Bilan d’extension : méthode et interprétation des cytologies et des biopsies - La Semaine Vétérinaire n° 1579 du 04/04/2014
La Semaine Vétérinaire n° 1579 du 04/04/2014

Formation

ANIMAUX DE COMPAGNIE

Auteur(s) : Stéphanie Lafarge*, Jérôme Abadie**

Fonctions :
*laboratoire Vebio à Arcueil (Val-de-Marne).
**Article tiré de plusieurs conférences présentées au congrès de l’Afvac 2013 à Nantes.
***maître de conférences à Oniris.
****Article tiré de plusieurs conférences présentées au congrès de l’Afvac 2013 à Nantes.

En cancérologie, le bilan d’extension comprend des examens d’imagerie médicale et plusieurs actes techniques.

PRÉLÈVEMENT CYTOLOGIQUE

Des nœuds lymphatiques

Les nœuds lymphatiques font l’objet d’un prélèvement dans le cadre du bilan d’extension régional. En cas de tumeur cutanée ou mammaire, l’accès au nœud lymphatique de drainage est facile à palper, surtout lors d’adénopathie.
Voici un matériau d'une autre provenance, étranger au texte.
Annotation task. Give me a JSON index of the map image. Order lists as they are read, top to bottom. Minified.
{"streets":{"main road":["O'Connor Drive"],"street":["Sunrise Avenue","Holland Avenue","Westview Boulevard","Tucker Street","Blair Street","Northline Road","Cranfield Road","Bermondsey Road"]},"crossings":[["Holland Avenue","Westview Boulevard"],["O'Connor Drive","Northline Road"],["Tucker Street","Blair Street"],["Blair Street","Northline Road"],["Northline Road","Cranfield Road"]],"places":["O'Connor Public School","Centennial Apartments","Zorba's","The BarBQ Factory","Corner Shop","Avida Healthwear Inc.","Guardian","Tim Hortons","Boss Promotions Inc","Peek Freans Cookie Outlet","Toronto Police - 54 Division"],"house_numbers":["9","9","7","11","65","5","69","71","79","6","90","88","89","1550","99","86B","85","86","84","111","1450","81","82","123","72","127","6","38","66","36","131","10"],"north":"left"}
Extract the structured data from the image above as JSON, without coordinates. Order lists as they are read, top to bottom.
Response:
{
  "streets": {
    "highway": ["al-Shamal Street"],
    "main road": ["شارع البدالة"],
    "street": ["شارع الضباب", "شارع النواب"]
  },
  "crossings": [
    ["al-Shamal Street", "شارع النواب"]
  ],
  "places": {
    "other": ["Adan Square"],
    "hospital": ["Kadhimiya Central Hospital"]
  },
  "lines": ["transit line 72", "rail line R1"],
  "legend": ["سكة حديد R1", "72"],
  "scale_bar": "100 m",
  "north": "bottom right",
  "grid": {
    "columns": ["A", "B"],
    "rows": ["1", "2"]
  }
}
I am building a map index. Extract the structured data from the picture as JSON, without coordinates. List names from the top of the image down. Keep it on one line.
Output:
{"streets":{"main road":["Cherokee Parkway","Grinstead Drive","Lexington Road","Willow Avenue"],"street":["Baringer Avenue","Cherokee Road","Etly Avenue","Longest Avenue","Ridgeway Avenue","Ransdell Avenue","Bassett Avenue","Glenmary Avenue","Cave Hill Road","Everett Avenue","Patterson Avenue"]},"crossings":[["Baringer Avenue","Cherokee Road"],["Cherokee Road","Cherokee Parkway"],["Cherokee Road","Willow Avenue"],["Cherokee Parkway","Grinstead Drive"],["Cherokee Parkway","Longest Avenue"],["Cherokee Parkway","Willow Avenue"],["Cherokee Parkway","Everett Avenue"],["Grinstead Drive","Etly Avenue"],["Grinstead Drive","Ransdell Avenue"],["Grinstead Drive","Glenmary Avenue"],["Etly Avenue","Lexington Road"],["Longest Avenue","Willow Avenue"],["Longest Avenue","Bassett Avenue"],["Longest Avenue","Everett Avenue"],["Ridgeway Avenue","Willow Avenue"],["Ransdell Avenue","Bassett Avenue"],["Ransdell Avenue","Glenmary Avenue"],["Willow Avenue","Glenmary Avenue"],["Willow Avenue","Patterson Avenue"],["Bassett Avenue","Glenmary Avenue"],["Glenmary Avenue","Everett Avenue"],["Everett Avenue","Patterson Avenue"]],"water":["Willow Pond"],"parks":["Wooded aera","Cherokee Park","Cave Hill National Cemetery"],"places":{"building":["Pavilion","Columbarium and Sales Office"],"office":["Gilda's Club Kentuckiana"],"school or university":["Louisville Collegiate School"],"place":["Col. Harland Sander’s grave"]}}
Il est alors possible de réaliser des calques, voire l’exérèse du nœud lymphatique si une intervention chirurgicale est prévue. Lors de tumeur abdominale, le nœud lymphatique n’est pas palpable, mais peut être ponctionné sous échoguidage.

→ Matériel : une aiguille fine (bleue) est indiquée si le nœud lymphatique est superficiel, une aiguille de même diamètre mais plus longue (noire, verte) s’il est profond, avec une seringue de 5 ml.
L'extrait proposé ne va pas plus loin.